[SOURCE MATERIAL]
▶

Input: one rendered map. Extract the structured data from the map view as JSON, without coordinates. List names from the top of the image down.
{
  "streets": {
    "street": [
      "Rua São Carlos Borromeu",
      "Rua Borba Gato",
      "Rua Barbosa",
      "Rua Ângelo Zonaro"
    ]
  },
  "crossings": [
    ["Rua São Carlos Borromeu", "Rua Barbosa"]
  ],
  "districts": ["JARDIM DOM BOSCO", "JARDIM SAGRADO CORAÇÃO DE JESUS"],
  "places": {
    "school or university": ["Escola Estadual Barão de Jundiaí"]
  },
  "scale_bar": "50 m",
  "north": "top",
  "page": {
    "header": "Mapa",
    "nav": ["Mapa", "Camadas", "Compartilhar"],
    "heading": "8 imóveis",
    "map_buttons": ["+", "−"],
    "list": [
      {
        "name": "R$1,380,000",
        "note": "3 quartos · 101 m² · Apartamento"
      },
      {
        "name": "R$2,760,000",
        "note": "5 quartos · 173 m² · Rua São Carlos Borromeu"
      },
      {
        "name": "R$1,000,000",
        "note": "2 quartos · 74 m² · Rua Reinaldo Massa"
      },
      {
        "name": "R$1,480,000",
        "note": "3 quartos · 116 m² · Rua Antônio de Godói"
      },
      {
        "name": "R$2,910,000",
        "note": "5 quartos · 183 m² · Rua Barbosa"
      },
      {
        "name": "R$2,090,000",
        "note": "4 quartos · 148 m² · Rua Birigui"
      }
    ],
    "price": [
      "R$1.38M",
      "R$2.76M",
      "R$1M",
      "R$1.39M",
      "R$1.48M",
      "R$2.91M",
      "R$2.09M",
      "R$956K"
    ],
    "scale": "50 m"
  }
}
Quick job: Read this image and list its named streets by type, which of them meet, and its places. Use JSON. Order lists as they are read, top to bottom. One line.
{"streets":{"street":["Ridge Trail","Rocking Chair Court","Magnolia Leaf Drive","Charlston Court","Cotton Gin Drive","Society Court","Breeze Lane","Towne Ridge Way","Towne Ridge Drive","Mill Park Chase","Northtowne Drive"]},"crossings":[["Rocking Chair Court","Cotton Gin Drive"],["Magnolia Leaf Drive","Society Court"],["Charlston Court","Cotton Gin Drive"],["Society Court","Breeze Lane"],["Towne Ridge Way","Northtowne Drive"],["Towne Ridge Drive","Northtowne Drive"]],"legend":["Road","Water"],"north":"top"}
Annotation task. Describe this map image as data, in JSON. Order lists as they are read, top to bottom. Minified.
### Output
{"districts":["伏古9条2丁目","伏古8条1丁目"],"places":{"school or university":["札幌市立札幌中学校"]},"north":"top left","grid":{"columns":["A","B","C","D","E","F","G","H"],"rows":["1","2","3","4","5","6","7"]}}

◀

[PROBLEM DESCRIPTION] Everything from the line with "Annotation task. Describe" through the last line of the material above should be echoed exactly, and nothing else.

[SOLUTION TO THE EXERCISE]
Annotation task. Describe this map image as data, in JSON. Order lists as they are read, top to bottom. Minified.
### Output
{"districts":["伏古9条2丁目","伏古8条1丁目"],"places":{"school or university":["札幌市立札幌中学校"]},"north":"top left","grid":{"columns":["A","B","C","D","E","F","G","H"],"rows":["1","2","3","4","5","6","7"]}}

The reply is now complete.